Ce blog rassemble mes idées et constitue une modeste pierre pour bâtir une alternance en 2022.
20 Janvier 2008
Puis, « Il est essentiellement dans le négatif, remplaçant un sublime qui ne marchait plus par une virtuosité quelquefois efficace, souvent dérisoire, voire la démagogie pour les siens, comme dans le cas du paquet fiscal. Il semble plutôt s’ébattre dans des ruines que poser des fondations. Mais il est remarquable qu’il évite de tomber dans le cynisme. Au contraire, il tient à peupler ses discours de références élevées et à évoquer de vastes desseins – nouvelle laïcité, nouvelle Renaissance, politique de civilisation, réconciliation méditerranéenne… ce ne sont pas le moins du monde des formules qui obligent mais elles sont peut-être sa part de naïveté. On peut être sans principe, mais sensible aux belles idées ».

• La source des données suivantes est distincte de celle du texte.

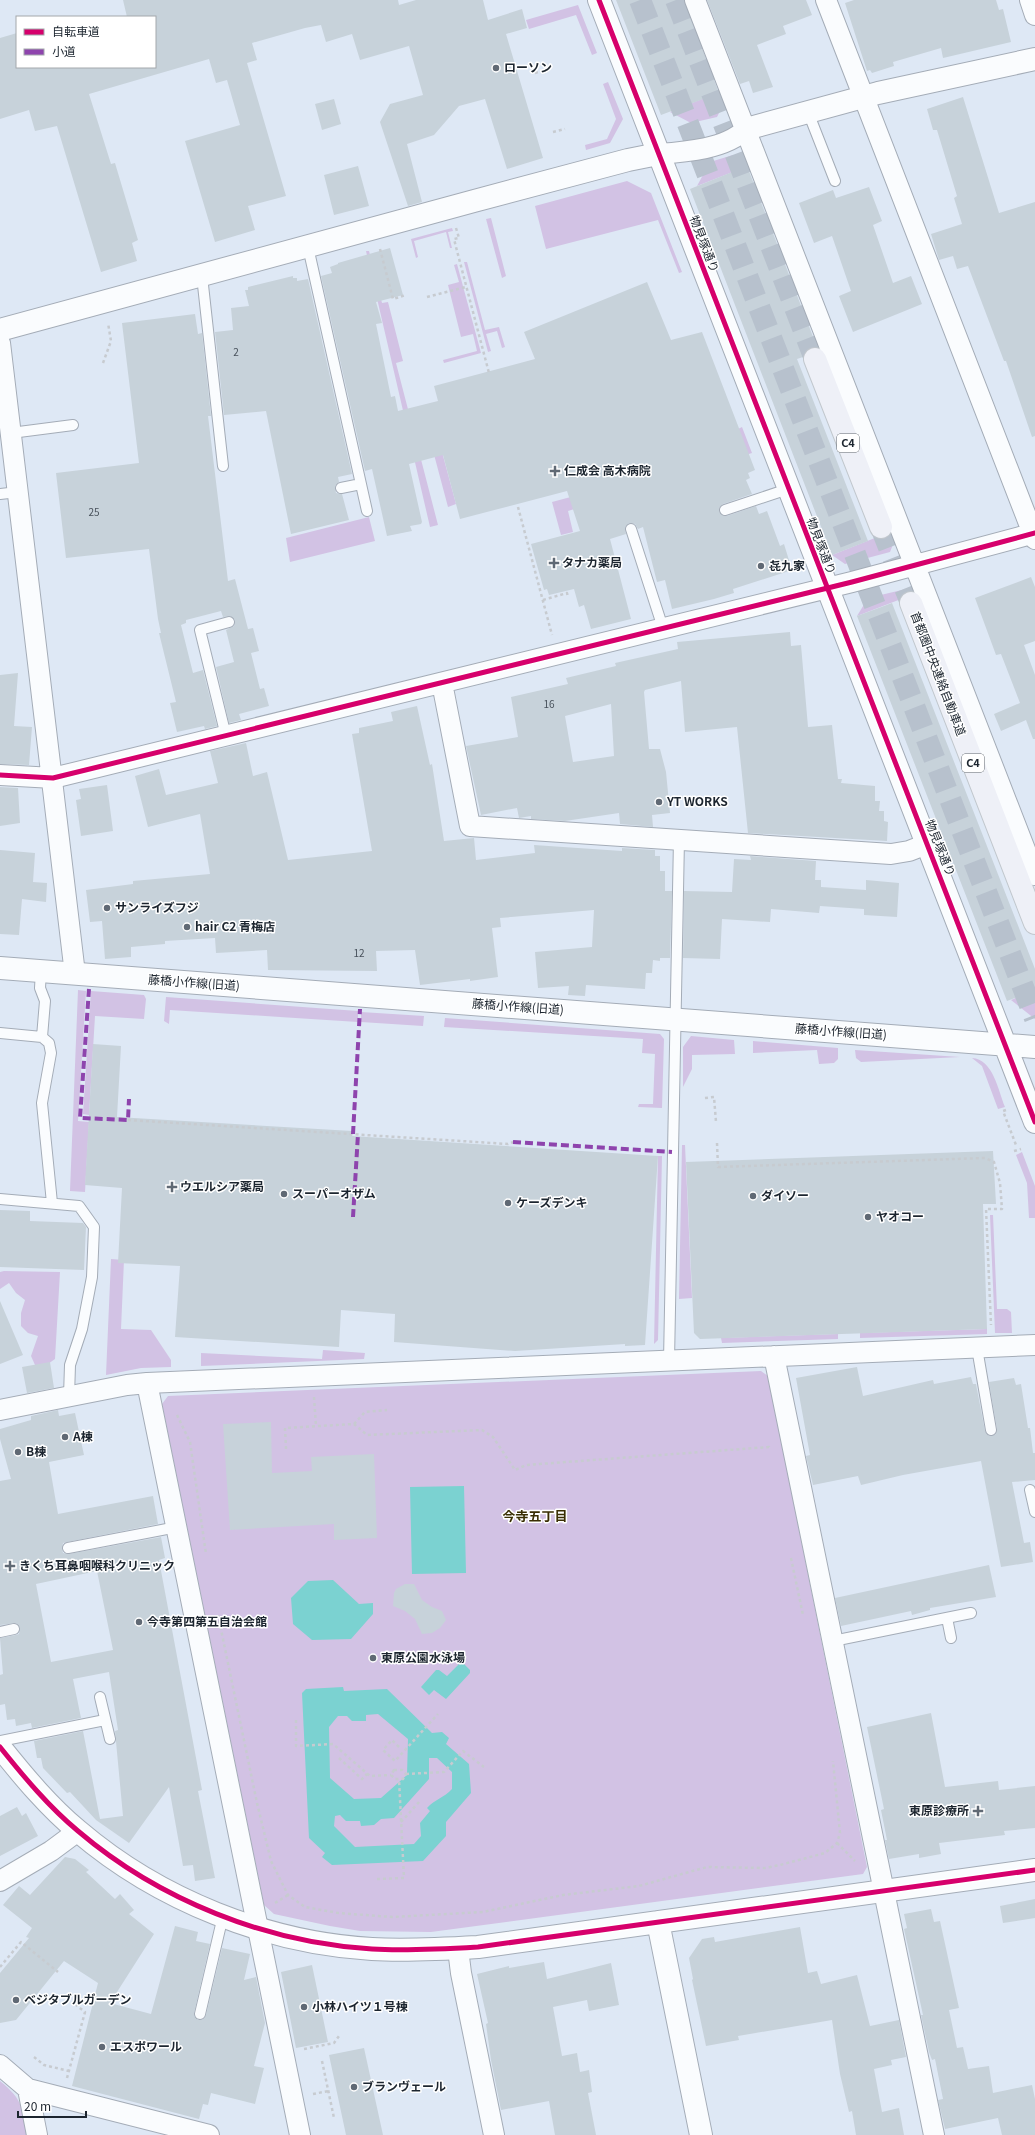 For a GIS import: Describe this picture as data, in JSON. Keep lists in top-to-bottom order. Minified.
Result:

" Les cinquantenaires de la génération de Nicolas Sarkozy ont été bercés par "la séquence du spectateur". Chaque dimanche, cette émission, née sur la châine unique de télévision, proposait tris extraits de films d'une dizaine de minutes. On se délectait de ces "séquences" sans connaître le début et la fin des longs-métrages. Les extraits étaient bien choisis et mêlaient habilement comédies, films d'action ou d'humour. "La séquence du spectateur", c'est la méthode Sarkozy, comme il l'a lui-même revendiquée: "j'essaye de faire des séquences cohérentes, c'est la chose la plus difficile qui soit" [commentaire personnel: en toute modestie, bien sûr !]. Seule différence, sile décor change, c'est toujours le même acteur qui s'agite. Le président, qui a fait don de son coprs à la télé, mise sur la médiocrité des médias: il suffit de les gaver, ils n'iront pas voir ailleurs. Et cela marche! Tout le monde ne parle plus que de ces "séquences" devenues l'unité de mesure du temps politique et sur laquelle dissertent les meilleurs esprits
(...) comme dans "la séquence du spectateur", on ne sait ce qui s'est passé avant et on lâche avant de savoir ce qui se passe après; ne reste dans les esprits que la scène culte (...) qui connaît l'épilogue, au Guilvinec, du mâle défi présidentiel - "Descends un peu, qu'on discute !" - répondant à la gaillarde apostrophe d'un autochtone - "140% ! Enculé !" - à propos de son augmentation de salaire? Personne ne sait que le dénommé Juju est bien descendu, mais qu'il a été retenu hors séquence par les gorilles de la sécurité présidentielle..." [voilà une information, qui en dit long sur cette pratique du pouvoir, qi n'est vraiment que de la com'].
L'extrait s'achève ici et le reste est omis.